Education: The View From Here

When I used to present a late-night arts magazine programme for the BBC my producer would scrutinise my script with an eagle eye. She was not on the whole on the look-out for errors of fact or potential slanders. No, her vigilance was directed at my use of the English language. We both knew that a single inattentive "different to", or worse still "different than", where "different from" was strictly correct, a split infinitive or a dangling preposition, would bring bundles of mail in the days following transmission from any number of listeners whose sensibilities had been profoundly offended by my linguistic misdemeanour. In general I accepted this policing of my grammar with gratitude. I was less sure about her insistence that we be sure to avoid "Americanisms". I was supposed to go to the cinema, not to the movies, and not to praise or blame with terms like "cute" or "dumb". We (the BBC, I suppose), my producer, would explain, are the custodians of the English language; American is a lesser dialect.

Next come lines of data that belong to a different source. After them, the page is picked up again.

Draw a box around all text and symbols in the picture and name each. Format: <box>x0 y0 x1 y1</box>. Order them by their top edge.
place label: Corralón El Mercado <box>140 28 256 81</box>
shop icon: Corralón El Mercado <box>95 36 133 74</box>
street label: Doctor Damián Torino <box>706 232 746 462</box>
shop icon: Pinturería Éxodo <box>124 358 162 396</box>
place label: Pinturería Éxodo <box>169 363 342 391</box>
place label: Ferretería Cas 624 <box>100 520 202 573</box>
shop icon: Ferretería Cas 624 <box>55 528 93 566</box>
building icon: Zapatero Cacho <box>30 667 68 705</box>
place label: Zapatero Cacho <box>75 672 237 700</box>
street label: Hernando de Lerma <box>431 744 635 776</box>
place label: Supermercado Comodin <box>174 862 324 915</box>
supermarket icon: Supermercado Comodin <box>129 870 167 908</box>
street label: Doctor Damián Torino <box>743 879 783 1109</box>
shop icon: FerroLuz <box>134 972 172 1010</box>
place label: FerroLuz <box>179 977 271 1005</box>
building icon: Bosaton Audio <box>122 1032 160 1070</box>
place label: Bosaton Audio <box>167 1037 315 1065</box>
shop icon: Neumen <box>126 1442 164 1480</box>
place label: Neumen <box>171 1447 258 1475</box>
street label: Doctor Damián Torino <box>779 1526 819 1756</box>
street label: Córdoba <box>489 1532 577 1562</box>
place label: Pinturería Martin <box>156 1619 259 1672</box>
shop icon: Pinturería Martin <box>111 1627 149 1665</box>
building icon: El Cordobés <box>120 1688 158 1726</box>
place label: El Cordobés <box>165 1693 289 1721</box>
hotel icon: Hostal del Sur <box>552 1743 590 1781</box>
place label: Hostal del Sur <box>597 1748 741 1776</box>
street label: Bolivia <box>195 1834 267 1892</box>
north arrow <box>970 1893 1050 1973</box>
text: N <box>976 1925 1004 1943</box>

So it was with some amusement that I encountered a review of an English book on the collapse of Barings Bank in last week's New York Times Book Review, which contained the following reproach:

The text is littered with needlessly confusing Britspeak: an exchange trading floor is "the size of a football pitch"; certain deeds are "just not on"; one Barings executive is "an amiable north Londoner," whatever that means.

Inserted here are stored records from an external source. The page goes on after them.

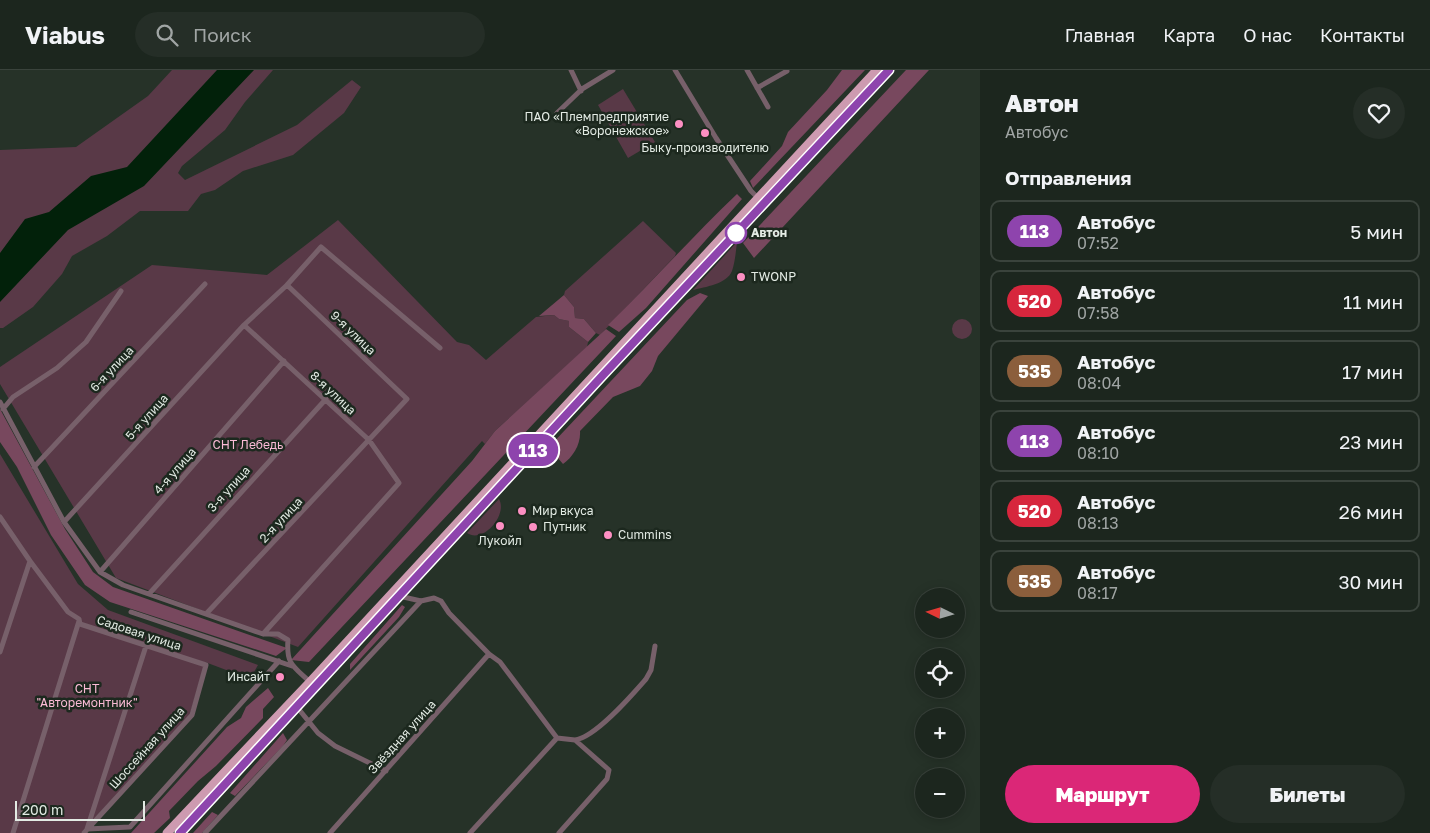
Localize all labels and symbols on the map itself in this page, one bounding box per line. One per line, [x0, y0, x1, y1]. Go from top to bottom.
place label: ПАО «Племпредприятие «Воронежское» [525, 109, 669, 138]
marker: ПАО «Племпредприятие «Воронежское» [673, 118, 685, 130]
marker: Быку-производителю [699, 127, 711, 139]
place label: Быку-производителю [641, 140, 769, 155]
marker: Автон [725, 222, 747, 244]
place label: Автон [751, 225, 787, 240]
place label: TWONP [751, 269, 796, 284]
marker: TWONP [735, 271, 747, 283]
street label: 9-я улица [328, 308, 379, 358]
street label: 6-я улица [87, 343, 136, 395]
street label: 8-я улица [307, 368, 359, 418]
street label: 5-я улица [122, 391, 171, 443]
line badge: 113 [504, 434, 562, 466]
park label: СНТ Лебедь [213, 437, 283, 452]
street label: 4-я улица [150, 444, 199, 497]
street label: 3-я улица [204, 463, 253, 515]
street label: 2-я улица [256, 494, 305, 545]
place label: Мир вкуса [532, 503, 594, 518]
marker: Мир вкуса [516, 505, 528, 517]
place label: Путник [543, 519, 586, 534]
marker: Лукойл [494, 520, 506, 532]
marker: Путник [527, 521, 539, 533]
place label: Cummins [618, 527, 672, 542]
marker: Cummins [602, 529, 614, 541]
place label: Лукойл [478, 533, 522, 548]
north arrow [915, 588, 965, 638]
street label: Садовая улица [95, 612, 183, 653]
place label: Инсайт [227, 669, 270, 684]
marker: Инсайт [274, 671, 286, 683]
park label: СНТ "Авторемонтник" [36, 681, 138, 710]
street label: Звёздная улица [365, 697, 439, 777]
street label: Шоссейная улица [106, 704, 187, 792]
scale bar [15, 798, 145, 821]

As far as the American reviewer is concerned it is clearly we British who speak the dialect. Furthermore, those unnecessary bits of quaint local colloquial English had, it turned out, seriously impaired her ability to grasp the author's characteristically English ironical understatement in the book's closing remarks:

The linguistic laziness extends to the author's climactic verdict: "The bankruptcy of Barings was the biggest cock-up in the history of British banking." Cock-up? "A state or instance of confusion, a mix-up," says my Oxford English dictionary. Rather more than that, surely.

Possibly so, if you've never heard of the cock-up theory of history.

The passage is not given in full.